Drive out to the Log Slide east of Munising and you get one of the great views in Michigan: a wall of sand and gravel dropping about 300 feet straight into Lake Superior at an angle so steep it looks like it should be sliding into the lake as you watch. It does not. And the reason why is the part most visitors never learn.

The Grand Sable Dunes cover about five square miles of the eastern end of Pictured Rocks National Lakeshore, near Grand Marais. Yes, the U.P. has real sand dunes, big ones, not just the famous stretch down at Sleeping Bear. What makes these ones different is what is holding them up.

The Grand Sable Dunes stretching along the Lake Superior shore
The Grand Sable Dunes cover about five square miles of the eastern end of Pictured Rocks. Photo: NMMIMAJ (CC BY-SA 3.0).

The secret is that it is not really a sand dune

The towering banks below the dunes are not sand at all. They are a ridge of glacial gravel and debris left behind when the ice sheets melted, and gravel can hold a far steeper angle than loose sand ever could. The actual sand dunes sit perched on top of that gravel bank, adding roughly another hundred feet. Geologists call it a perched dune system, and it is why the whole thing stands at an angle that pure sand would never survive.

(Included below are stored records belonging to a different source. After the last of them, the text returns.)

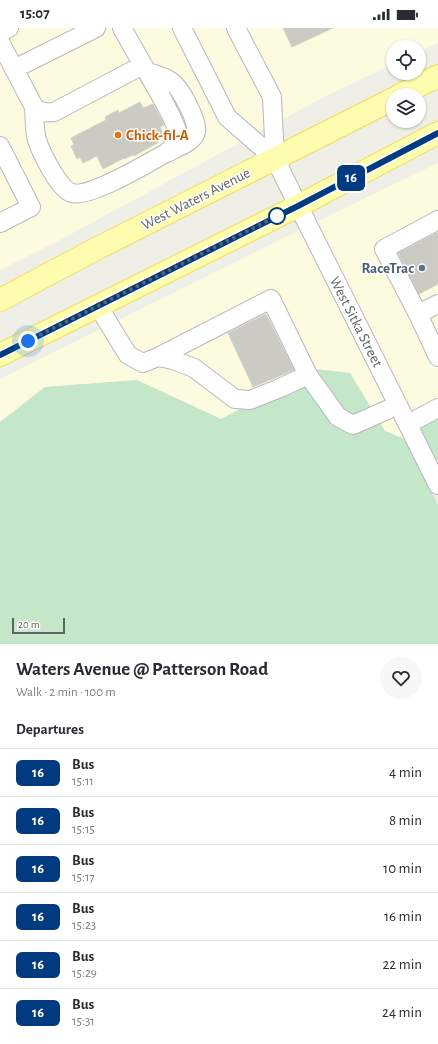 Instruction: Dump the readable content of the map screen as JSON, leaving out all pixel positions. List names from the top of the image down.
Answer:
{
  "streets": {
    "main road": ["West Waters Avenue"],
    "street": ["West Sitka Street"]
  },
  "crossings": [
    ["West Waters Avenue", "West Sitka Street"]
  ],
  "places": ["Chick-fil-A", "RaceTrac"],
  "lines": ["bus line 16"],
  "scale_bar": "20 m",
  "page": {
    "status": "15:07",
    "on_map": "16",
    "scale": "20 m",
    "heading": [
      ["Waters Avenue @ Patterson Road", "Walk · 2 min · 100 m"],
      "Departures"
    ],
    "list": [
      {
        "mark": "16",
        "name": "Bus",
        "note": "15:11",
        "value": "4 min"
      },
      {
        "mark": "16",
        "name": "Bus",
        "note": "15:15",
        "value": "8 min"
      },
      {
        "mark": "16",
        "name": "Bus",
        "note": "15:17",
        "value": "10 min"
      },
      {
        "mark": "16",
        "name": "Bus",
        "note": "15:23",
        "value": "16 min"
      },
      {
        "mark": "16",
        "name": "Bus",
        "note": "15:29",
        "value": "22 min"
      },
      {
        "mark": "16",
        "name": "Bus",
        "note": "15:31",
        "value": "24 min"
      }
    ]
  }
} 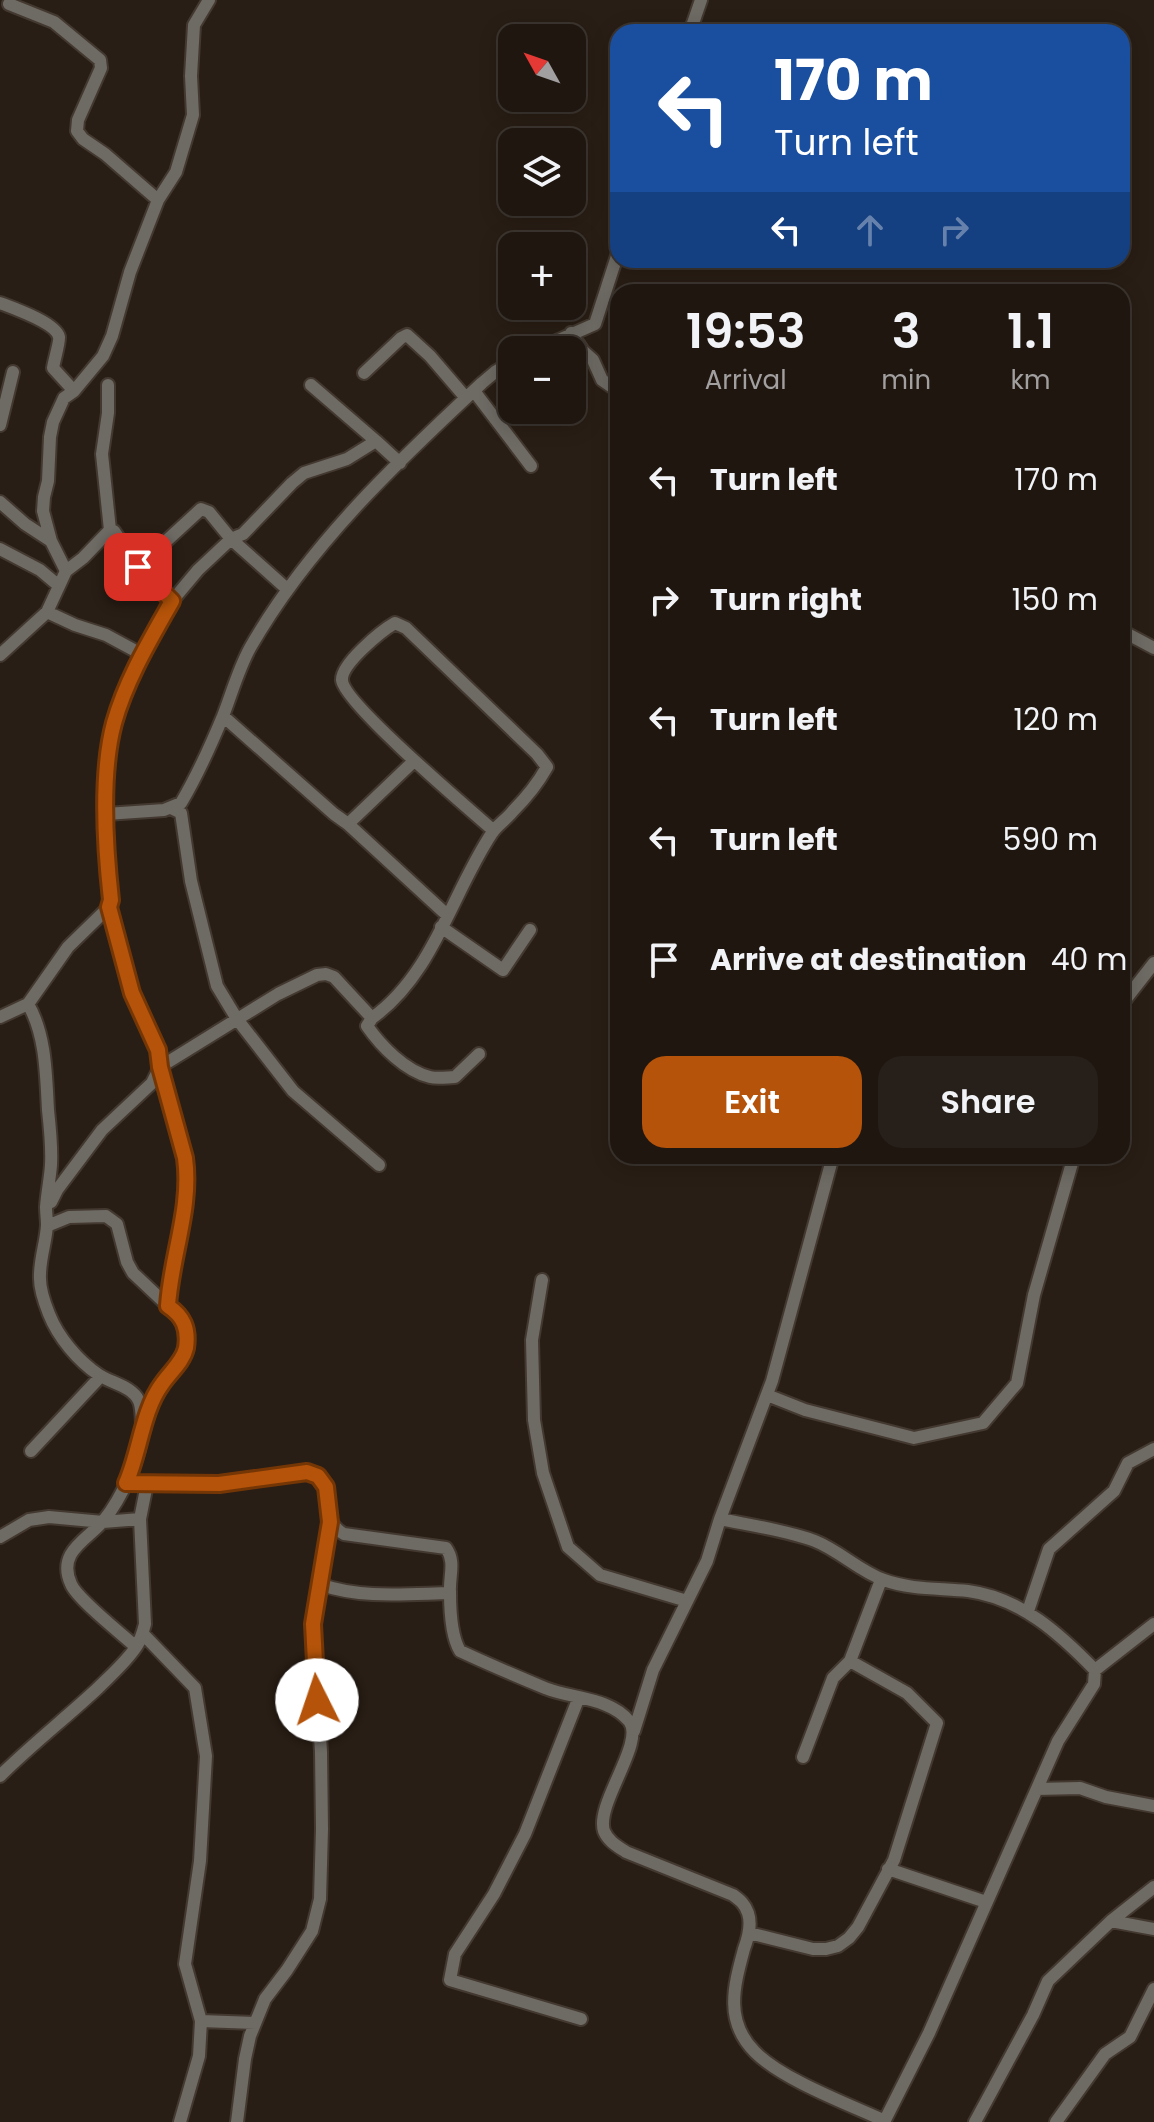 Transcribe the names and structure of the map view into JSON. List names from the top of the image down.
{
  "north": "top left",
  "page": {
    "map_buttons": ["+", "−"],
    "turn": ["170 m", "Turn left"],
    "eta": [
      "19:53",
      "Arrival",
      "3",
      "min",
      "1.1",
      "km"
    ],
    "list": [
      {
        "name": "Turn left",
        "value": "170 m"
      },
      {
        "name": "Turn right",
        "value": "150 m"
      },
      {
        "name": "Turn left",
        "value": "120 m"
      },
      {
        "name": "Turn left",
        "value": "590 m"
      },
      {
        "name": "Arrive at destination",
        "value": "40 m"
      }
    ],
    "buttons": ["Exit", "Share"]
  }
} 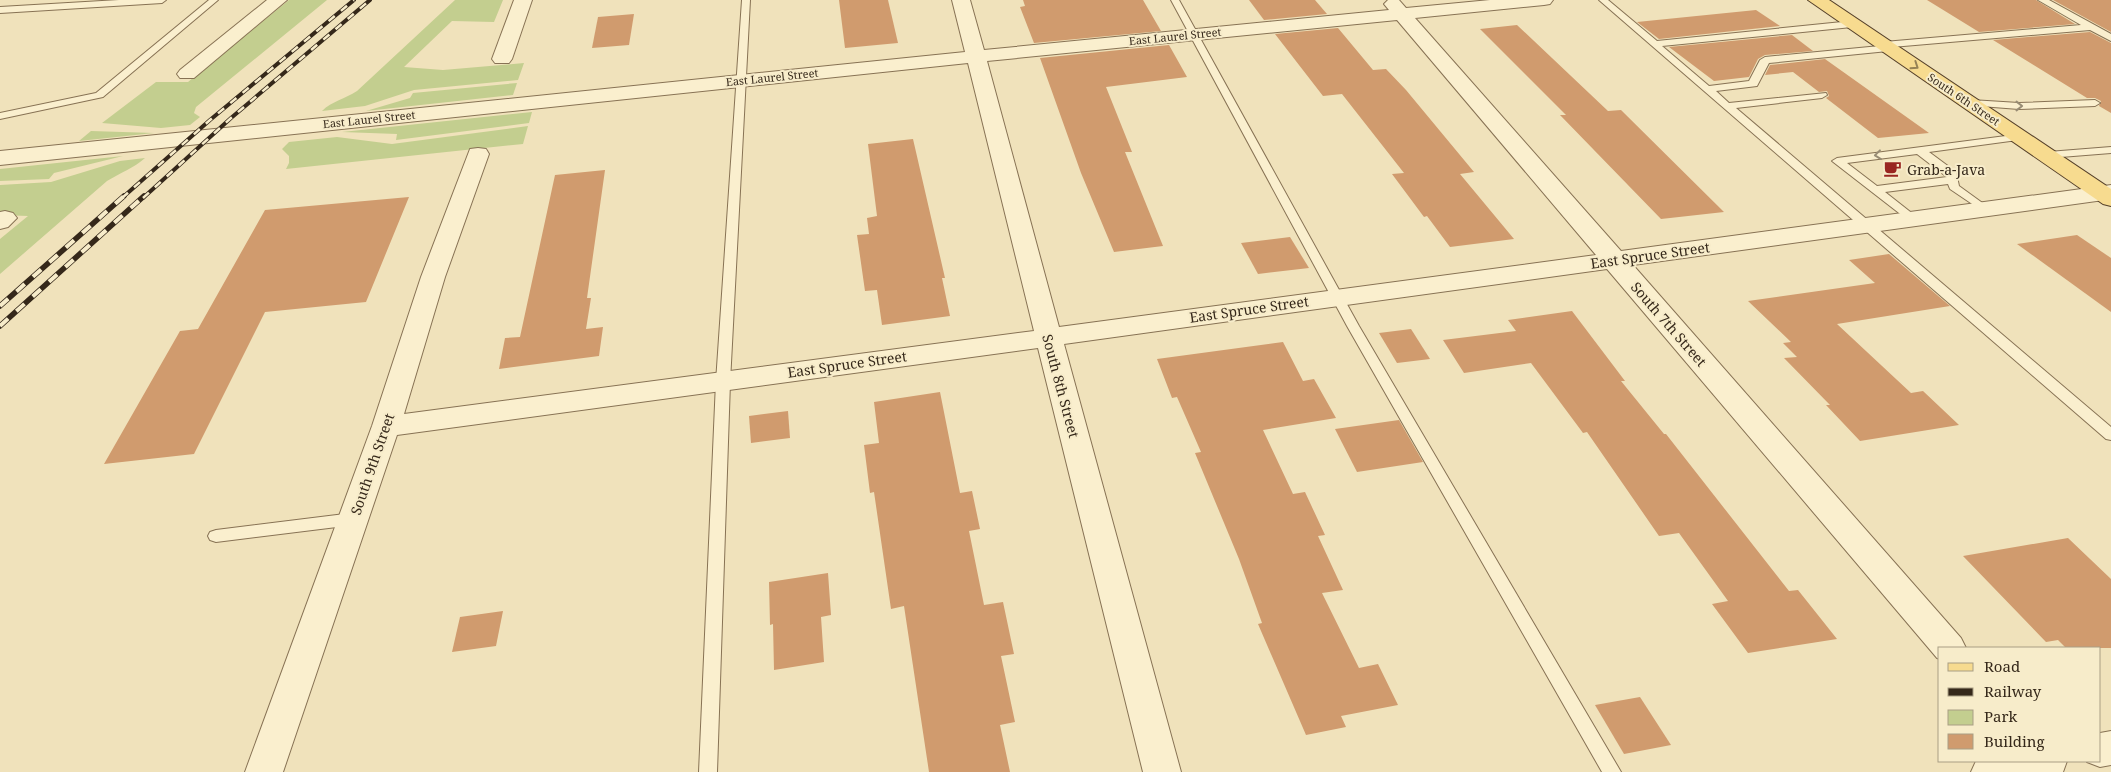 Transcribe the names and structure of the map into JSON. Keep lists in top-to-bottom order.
{
  "streets": {
    "main road": ["South 6th Street"],
    "street": [
      "East Laurel Street",
      "East Spruce Street",
      "South 7th Street",
      "South 8th Street",
      "South 9th Street"
    ]
  },
  "crossings": [
    ["East Laurel Street", "South 7th Street"],
    ["East Laurel Street", "South 8th Street"],
    ["South 6th Street", "East Spruce Street"],
    ["East Spruce Street", "South 7th Street"],
    ["East Spruce Street", "South 8th Street"],
    ["East Spruce Street", "South 9th Street"]
  ],
  "places": {
    "cafe": ["Grab-a-Java"]
  },
  "legend": [
    "Road",
    "Railway",
    "Park",
    "Building"
  ]
} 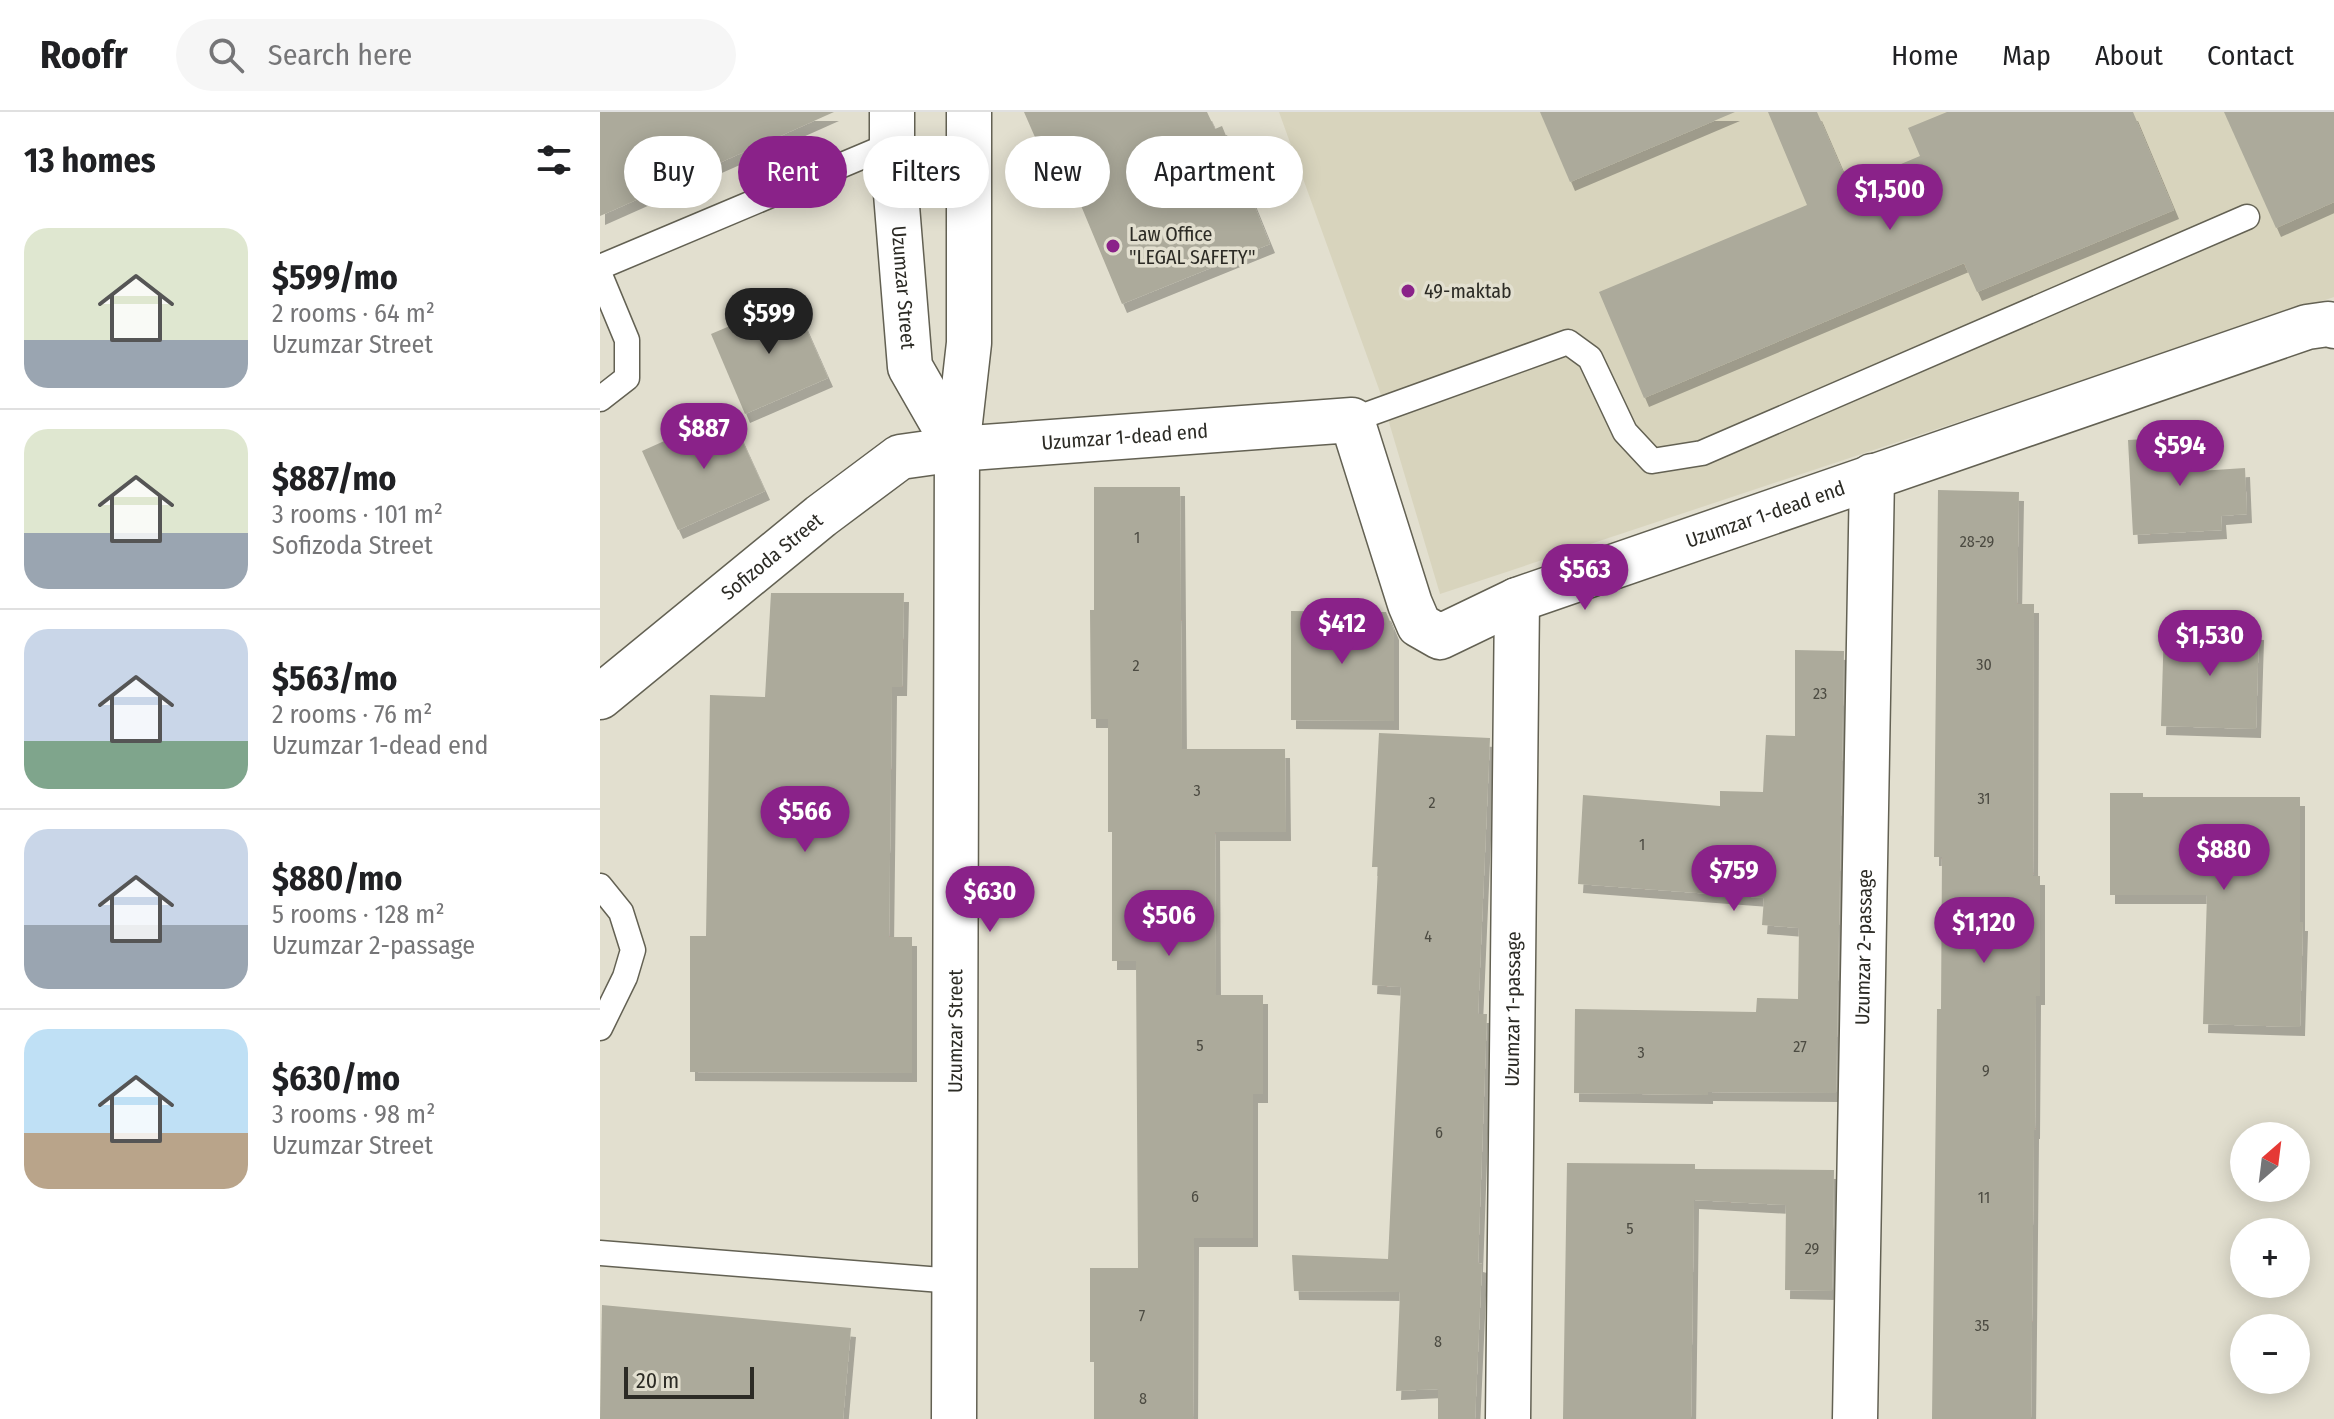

It is also still growing. As people scramble up and slide down the face, they knock sand loose, and the wind carries those grains up and over the top. Grain by grain, foot traffic actually builds the dune higher over time instead of wearing it down.

The Au Sable Light Station near the Grand Sable Dunes
The Au Sable Light Station, visible to the west from the Log Slide overlook. Photo: NMMIMAJ (CC BY-SA 3.0).

The log slide that supposedly caught fire

The Log Slide gets its name from the 1880s, when loggers built a wooden chute here to send timber down the dune to Lake Superior, where boats hauled it away. According to local lore, logs shot down the dry chute fast enough that the friction sometimes set the wood on fire. The chute is long gone, but the interpretive trail and the overlook still trace the path the timber took.

The warning worth taking seriously

Here is the practical part. From the overlook you can walk down to the water, and it is tempting. The Park Service is blunt about it: going down takes about five minutes, and climbing back up through shifting sand can take an hour or more. Rangers have carried out multiple exhausted and injured hikers over the years, and rescue is slow this far from help.

The signs at the top spell it out. Do not attempt the climb back if you have a heart condition or are not in good shape, carry water, and give yourself far more time than you think you will need. Plenty of people hike down in a good mood and regret it badly halfway back up.

If you would rather just take in the view, the overlook itself is a short, easy walk from the Log Slide parking area off County Road H-58, about seven miles west of Grand Marais. On a clear day you can see the Au Sable Light Station to the west and the dunes rolling five miles to the east.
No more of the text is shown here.